Según un informe publicado el pasado mes de julio por la Auditoría del Estado, el número de militares que ocupan cargos civiles en el gobierno brasileño ha aumentado un 75,2% desde que el líder de extrema derecha asumió el cargo de jefe de Estado, pasando de 3.515 en 2019 a 6.

Otros expertos consultados por Efe señalan que el aumento de la participación militar en la política va más allá del efecto Bolsonaro y está ligado al despertar de un conservadurismo que se mantiene vivo desde el fin de la dictadura.

Para Renato Sérgio de Lima, director-presidente del Foro Brasileño de Seguridad Pública (FBSP), el objetivo de los militares y la policía no es la seguridad pública, sino un discurso más amplio en el que prevalecen el orden y la moral y gana importancia la idea de autoridad. “Esto es lo que los motiva a actuar en la política”, dijo.

“Brasil estaba atravesando una agenda de valores y costumbres en torno al discurso de la autoridad, similar a la de Italia, Hungría, Polonia e incluso a la de los propios Estados Unidos, donde las ideas de los líderes populistas catalizaron una reevaluación de la idea del líder extremo, el líder que restaurará el orden, y esta idea es mucho más grande que el campo de Bolsonaro”, añadió.

De Lima también considera que la participación política de la policía y los militares es “peligrosa” porque los órganos de orden y política son esferas fundamentales en un estado democrático, pero “no se pueden confundir”.

Según De Lima, se trata de instituciones que están al servicio del gobierno y que deben tener capacidad operativa, pero que deben ser “vigiladas y controladas de cerca”. “Si una institución actúa de forma autónoma y aislada, no conseguirá la misión democrática.
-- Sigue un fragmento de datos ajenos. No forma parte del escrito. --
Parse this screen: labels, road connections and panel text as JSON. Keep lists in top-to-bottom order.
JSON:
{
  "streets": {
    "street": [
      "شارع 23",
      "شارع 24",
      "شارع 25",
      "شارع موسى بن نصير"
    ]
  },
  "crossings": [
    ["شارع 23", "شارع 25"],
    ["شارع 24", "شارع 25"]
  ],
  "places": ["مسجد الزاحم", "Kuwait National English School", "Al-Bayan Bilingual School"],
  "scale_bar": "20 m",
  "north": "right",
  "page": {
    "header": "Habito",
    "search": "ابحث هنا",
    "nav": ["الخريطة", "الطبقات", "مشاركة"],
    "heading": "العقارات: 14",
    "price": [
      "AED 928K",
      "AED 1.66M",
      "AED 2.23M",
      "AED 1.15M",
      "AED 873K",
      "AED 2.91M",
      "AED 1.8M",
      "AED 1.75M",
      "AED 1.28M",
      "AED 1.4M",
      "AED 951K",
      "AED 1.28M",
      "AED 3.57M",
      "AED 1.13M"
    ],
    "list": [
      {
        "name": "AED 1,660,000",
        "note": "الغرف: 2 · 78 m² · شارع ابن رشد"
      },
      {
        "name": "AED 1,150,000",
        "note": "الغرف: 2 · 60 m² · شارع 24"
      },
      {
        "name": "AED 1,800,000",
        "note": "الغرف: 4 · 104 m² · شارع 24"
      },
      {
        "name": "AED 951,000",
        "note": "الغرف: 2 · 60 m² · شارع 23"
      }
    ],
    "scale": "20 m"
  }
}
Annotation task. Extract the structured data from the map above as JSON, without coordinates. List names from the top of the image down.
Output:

Eso es peligroso.

¿Ventajas?

Otro aspecto que pesa sobre este fenómeno es la legislación brasileña que permite a los policías (civiles o militares) que se presentan a las elecciones volver a sus puestos de inmediato si pierden la campaña electoral, lo que también sucede a los miembros de las fuerzas armadas, aunque con un poco más de rigor.

Los militares no pueden estar afiliados a ningún partido político. Por lo tanto, si quieren participar en las elecciones, deben renunciar a su cargo para poder presentarse, aunque siguen recibiendo su salario durante la campaña electoral.

Las cosas cambian si tienes menos de diez años de servicio, ya que tienes que renunciar completamente a tu carrera para participar en la elección, pero si fuiste superior en tu mandato, puedes volver a tu puesto el día después de la elección si eres derrotado.

Esto se debe en gran medida al hecho de que la transición democrática que tuvo lugar en Brasil después del final de la dictadura fue coordinada por los propios militares.

Según el semanario Fonte Segura, publicación del FBSP y de Analítica Comunicación, en países como Chile, Inglaterra, Estados Unidos, Francia y Portugal, los militares de la policía o de las fuerzas armadas deben renunciar a sus cargos si desean participar en el debate electoral.

Naciones como Argentina, Bolivia, Colombia, Perú y Uruguay también tienen normas para evitar que el personal militar participe en la política, según la investigadora Fabia Berlatto, citada en la publicación.

En Alemania o Canadá, como en Brasil, los militares pueden participar en las elecciones sin dejar sus puestos. En el poder de América del Sur, todos los agentes de la ley también tienen derecho a votar.

La situación de los militares y la policía en el gigante sudamericano no es la misma para los que pertenecen al sector de la justicia. Si un juez quiere presentarse a un cargo, debe renunciar a su carrera para perseguir sus ambiciones políticas.